Friday, March 22, 2013

What the pamphlets didn't teach me

Some of you are probably familiar with the story of my diagnosis. The day I met with a rheumatologist, he sat with me in a cold, clinical waiting room and read to me from a selection of pamphlets with cheesy names like, "So You Have Rheumatoid Arthritis," and "Rheumatoid Arthritis: An Overview." The doctor presented this literature as if I were a kindergartener circled up for storytime - facing the cartoony pictures of people in pain towards me, he hovered over each word with his pen as he read out loud.

I still have those pamphlets somewhere, and I am often tempted to dig them out. Those little handouts with their idiotic drawings did absolutely zero to prepare me for what was to come. I expected to feel pain and stiffness in the mornings. I expected to work with my doctor to find a medication that would solve all my problems and let me live "a perfectly normal, active life," as one pamphlet cheerfully promised. What I did not expect was to live in constant pain for two years, watching my life crumble into pieces as I struggled just to get through a normal day. Nobody mentioned that I would need my boyfriend to lift me out of bed, walk me to the shower, dress me, and tie my shoes. That I might not be immediately "fixed" would have been nice to know.

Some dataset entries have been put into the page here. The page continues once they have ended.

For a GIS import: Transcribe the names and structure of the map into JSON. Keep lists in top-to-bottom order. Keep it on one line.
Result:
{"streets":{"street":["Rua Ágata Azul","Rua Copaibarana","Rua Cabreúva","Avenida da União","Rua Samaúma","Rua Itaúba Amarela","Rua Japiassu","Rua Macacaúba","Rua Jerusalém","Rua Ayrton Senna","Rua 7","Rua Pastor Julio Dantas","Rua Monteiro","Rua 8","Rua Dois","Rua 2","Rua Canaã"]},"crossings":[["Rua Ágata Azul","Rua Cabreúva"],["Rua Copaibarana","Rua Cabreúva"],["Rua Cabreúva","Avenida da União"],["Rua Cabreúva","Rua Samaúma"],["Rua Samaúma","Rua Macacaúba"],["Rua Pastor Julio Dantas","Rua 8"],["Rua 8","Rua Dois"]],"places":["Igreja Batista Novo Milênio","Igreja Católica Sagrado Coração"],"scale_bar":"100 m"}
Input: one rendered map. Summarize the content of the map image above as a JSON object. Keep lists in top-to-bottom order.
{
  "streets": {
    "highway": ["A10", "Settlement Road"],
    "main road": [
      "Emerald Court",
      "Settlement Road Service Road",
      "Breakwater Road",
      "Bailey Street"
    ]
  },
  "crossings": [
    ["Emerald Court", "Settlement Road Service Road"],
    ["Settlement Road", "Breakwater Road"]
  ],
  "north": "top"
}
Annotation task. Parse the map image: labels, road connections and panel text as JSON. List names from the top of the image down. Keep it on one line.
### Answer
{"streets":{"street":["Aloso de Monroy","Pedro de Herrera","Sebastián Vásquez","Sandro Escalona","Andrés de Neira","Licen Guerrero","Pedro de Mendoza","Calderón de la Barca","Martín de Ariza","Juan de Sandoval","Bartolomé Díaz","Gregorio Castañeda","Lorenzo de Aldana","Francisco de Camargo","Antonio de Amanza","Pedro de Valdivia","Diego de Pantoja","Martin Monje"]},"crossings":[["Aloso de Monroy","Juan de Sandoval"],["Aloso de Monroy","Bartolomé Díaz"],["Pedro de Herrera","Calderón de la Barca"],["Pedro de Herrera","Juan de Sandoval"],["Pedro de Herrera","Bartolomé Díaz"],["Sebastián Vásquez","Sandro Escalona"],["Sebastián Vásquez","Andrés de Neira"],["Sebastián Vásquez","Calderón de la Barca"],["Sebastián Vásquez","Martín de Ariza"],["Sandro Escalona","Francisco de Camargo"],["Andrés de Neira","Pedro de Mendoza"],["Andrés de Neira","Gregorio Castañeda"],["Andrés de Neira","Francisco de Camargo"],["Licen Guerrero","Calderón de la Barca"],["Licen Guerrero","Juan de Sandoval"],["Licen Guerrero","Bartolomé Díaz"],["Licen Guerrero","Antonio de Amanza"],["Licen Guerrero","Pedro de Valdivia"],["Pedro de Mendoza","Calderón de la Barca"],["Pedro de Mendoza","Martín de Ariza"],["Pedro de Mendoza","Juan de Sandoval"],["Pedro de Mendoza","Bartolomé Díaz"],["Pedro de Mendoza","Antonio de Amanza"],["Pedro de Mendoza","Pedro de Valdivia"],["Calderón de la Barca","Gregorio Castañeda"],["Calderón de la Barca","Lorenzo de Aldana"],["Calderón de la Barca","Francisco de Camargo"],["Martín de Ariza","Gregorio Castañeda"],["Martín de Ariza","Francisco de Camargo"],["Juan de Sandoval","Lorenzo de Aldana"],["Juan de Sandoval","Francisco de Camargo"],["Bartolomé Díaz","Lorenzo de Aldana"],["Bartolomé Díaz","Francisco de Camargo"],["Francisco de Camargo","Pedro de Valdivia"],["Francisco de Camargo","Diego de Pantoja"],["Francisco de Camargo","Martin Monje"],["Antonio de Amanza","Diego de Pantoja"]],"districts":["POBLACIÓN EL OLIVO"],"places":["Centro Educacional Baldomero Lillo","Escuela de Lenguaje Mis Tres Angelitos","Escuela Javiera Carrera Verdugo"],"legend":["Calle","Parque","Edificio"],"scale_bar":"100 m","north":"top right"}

Maybe it's too much to expect that this rheumatologist-recommended literature should provide an accurate picture of the disease at hand. After all, the allure of a brochure lies in its manageability and concise, informative text. Autoimmune diseases are different for everyone, right? Maybe the pamphlets cover the bare minimum.

But I didn't learn much that I didn't already know, and I learned nothing at all about what to expect. In the section entitled "Treatment Options," nobody bothered to mention that I'd lose my hair even with a combination of supplements to counteract that problem. While I did read that I might be more susceptible to infections on the drugs most commonly prescribed to treat my disease, I never even suspected that I might languish in my snot and phlegm for months on end after I caught a cold, or that I might have a fever for two weeks and feel like death the whole time.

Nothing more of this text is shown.